Why dont you make it so it costs 20 gold to progress a floor while we are at it. You can always get 20 gold per floor, or you can use the pawn shops or other systems to get gold. AND you can stockpile gold to make sure you can keep progressing floors in case you get "baD RnG" and cant find much later. Its a skill issue if you cant figure out how to get 20 gold per floor.
I'm certain that the majority of the people taking issue with Tiny Rogues' implementation of mechanics/systems enjoy plenty of other complex games. You're assuming that everyone critiquing the current iteration of the game only plays Cookie Clicker or something. But I guess you have to make that assumption in order for your childish "if you don't like it's because you can't handle it" thing to make any sort of sense.
I'd also challenge you to name any comparable games that are higher on your 10 point complexity scale. But then you might find that all or most of the people who don't like Tiny Rogues version of complexity actually love those games because, again, the issue isn't just complexity in and of itself, but the implementation of complexity.

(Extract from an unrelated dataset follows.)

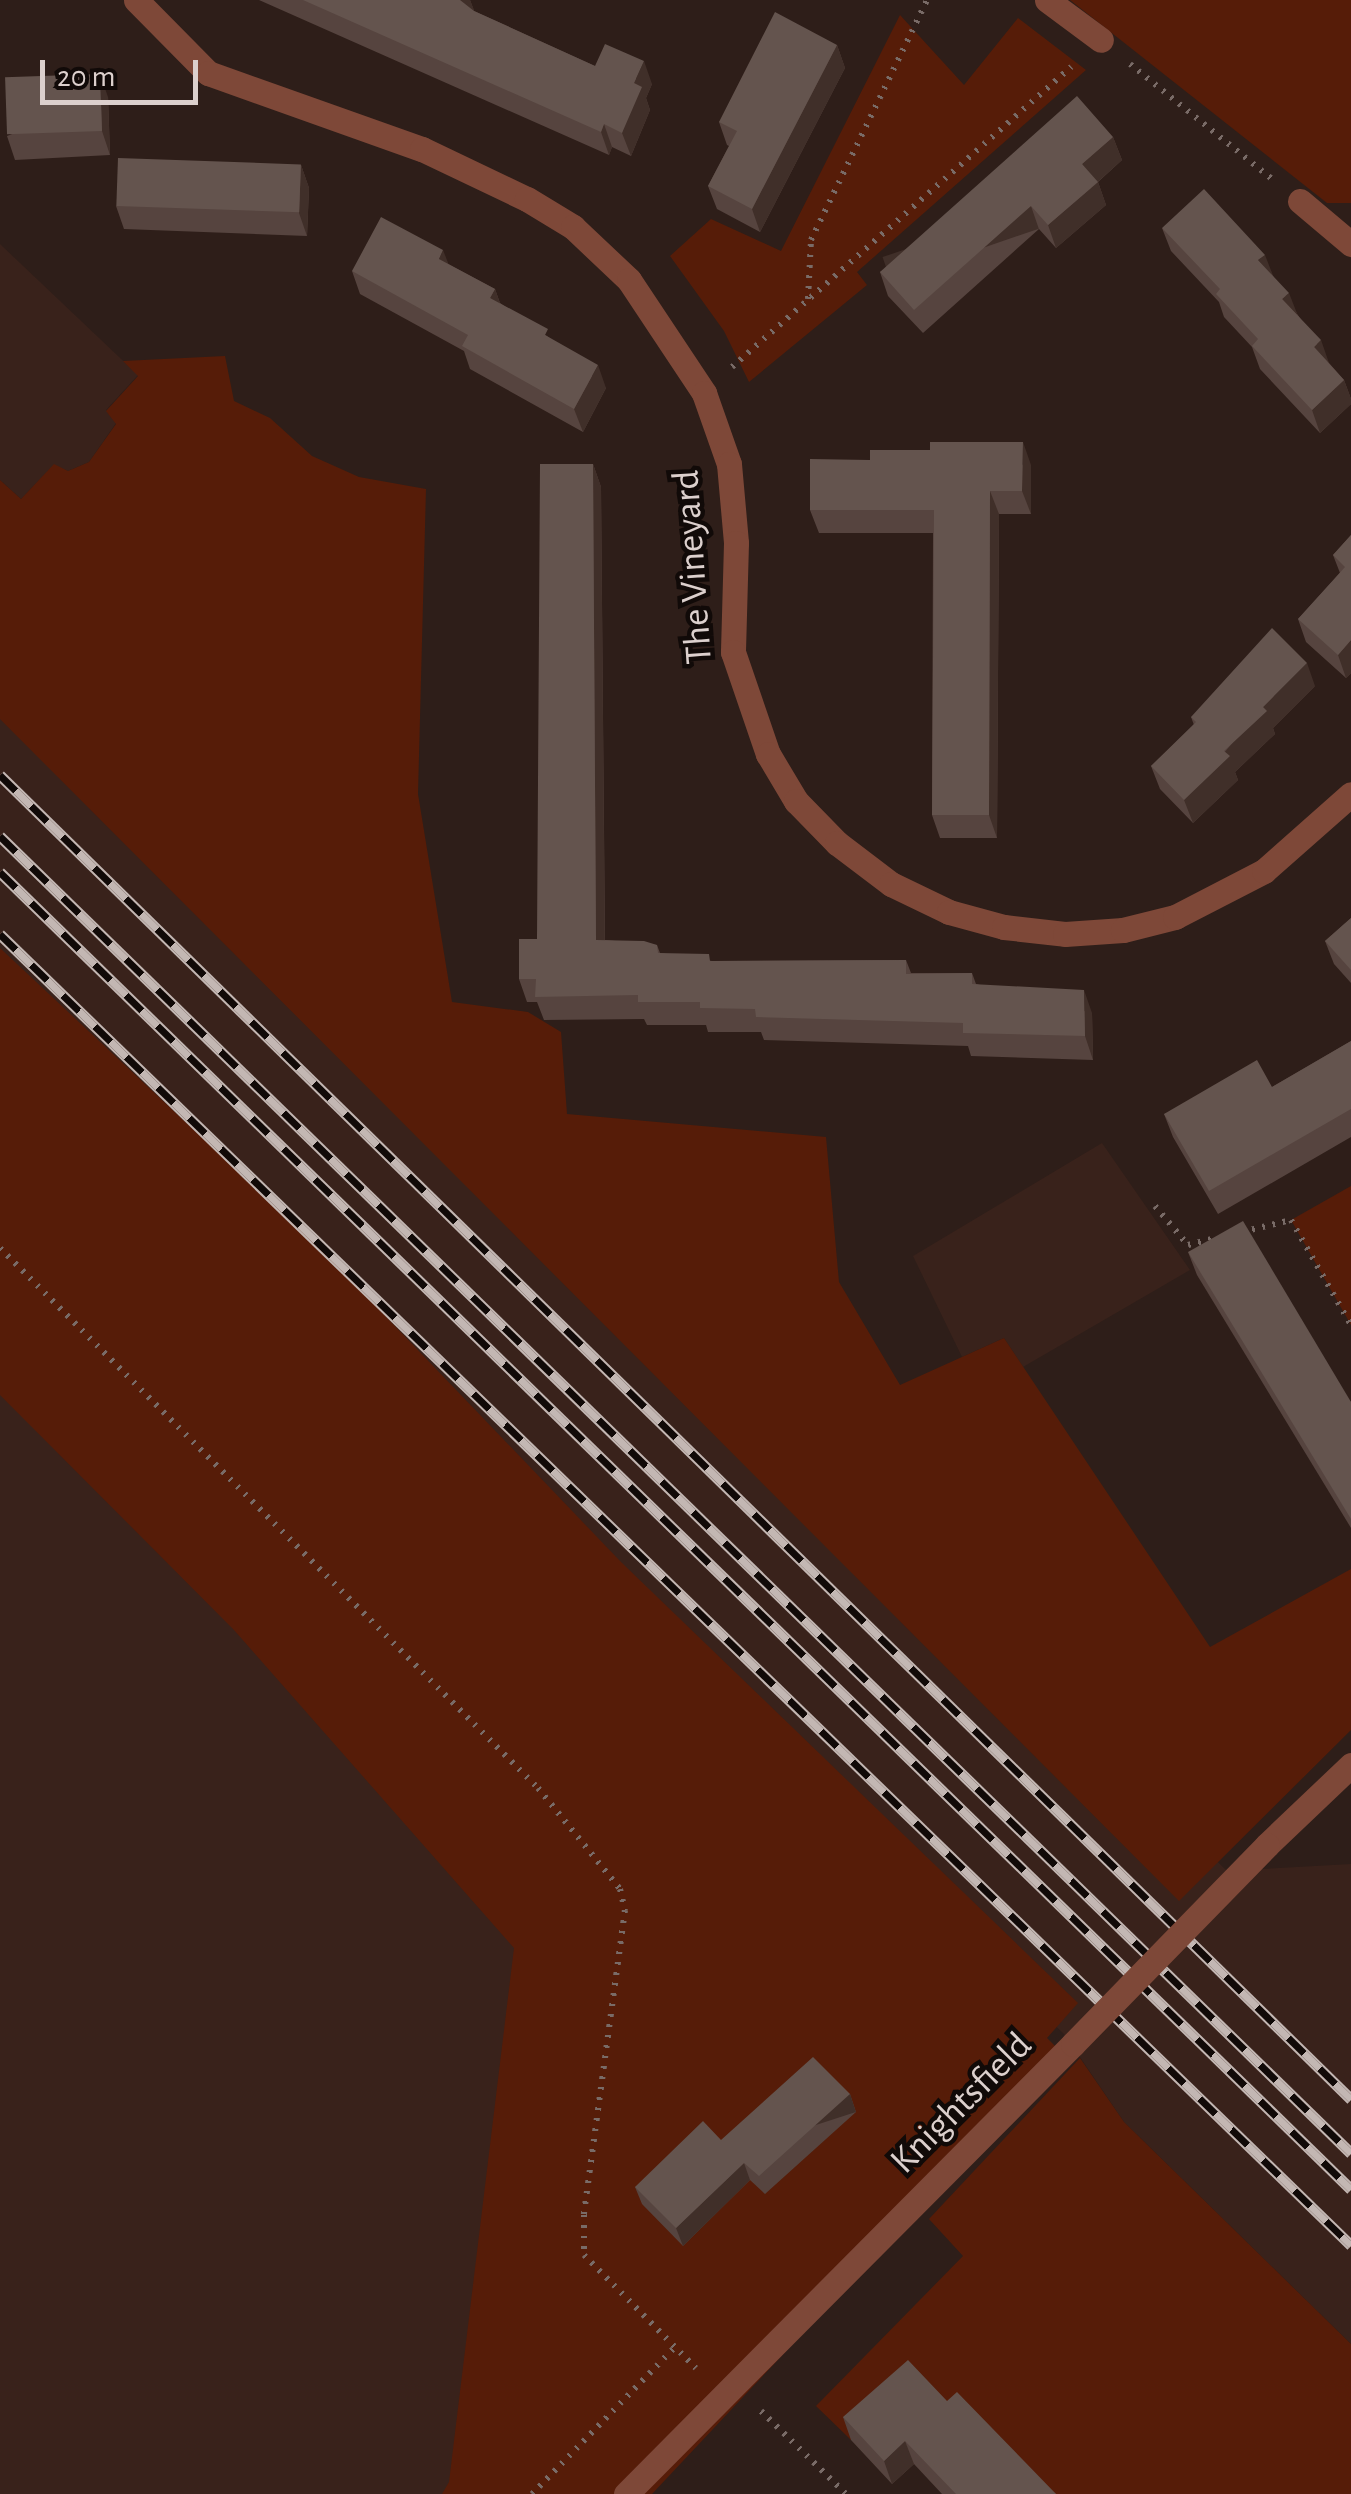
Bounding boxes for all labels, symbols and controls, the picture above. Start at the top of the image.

You have to ask the more difficult questions like, why does this system feel complex to players? Instead of just going "It doesn't bother me personally so that means it's good and I have to defend it". That feedback has no value, both to other players and to the developers who wish to understand how players feel about specific parts of their game.
"All or most" people love Tiny Rogues too, it has roughly 97% positive reviews on Steam and a large playerbase for a solo dev indie game. I very much doubt anyone that thinks Alignment is too much is going to be lining up to play actually complex games.
I'm assuming by "Comparable" you mean other twinstick roguelike action games, in which case most of them aren't as complex. The popular ones like Isaac often get played by people cheating at them, using mods to remove the vague aspects or complex aspects, and people google how to do things like unlock the tainted characters. I still wouldn't call Isaac as mechanically complex as tiny rogues because it doesn't typically ask the player to think or manage anything more complex than key/bomb/coin, there's no inventory management or weight management and the "alignment" in Isaac is just picking up a single item you're guaranteed to see from a choice of 2. You play that game by stacking up buffs and the most complex it gets is the alt path asking you to do a few specific tasks, or playing specific characters that the community complains about for being complex. If by "Comparable" you just mean more complex games, here you go:
Steel Batallion requires a dedicated controller with something like 40 buttons on top of dials and switches and pedals. Even learning the controls is more effort than remembering on Heaven runs to visit the good shop and memorizing all the ways to maximize your odds. If you die because you fail to eject when asked, your save file is wiped, and the game has no mercy on people unwilling to learn and improve from mistakes.
There's La-Mulana, which is complex in that it actually demands the player take notes and do high level thinking across the entire game map to solve puzzles if they're not cheating. It's a simple looking game that many people have played but very few can fully beat without looking up solutions online.
Cookie Clicker. Oh, you thought I'd say that game is simple because you just click a cookie? Well you're letting bias blind you, it's absolutely got more complexity than Tiny Rogues when it comes to mechanics that require thought instead of just reading the text on screen. Someone that thinks alignment is too complex is not going to learn the optimal ways to set up their farming plots, they're probably not going to touch the stock market at all unless they're just guessing at it, they're not going to have the patience to get all of the achievements which actually has an impact since achievements fuel your multipliers in Cookie Clicker. The kind of player that thinks Alignment in Tiny Rogues is too complex is the kind of player that will think Wrinklers are enemies and pop them on sight forever.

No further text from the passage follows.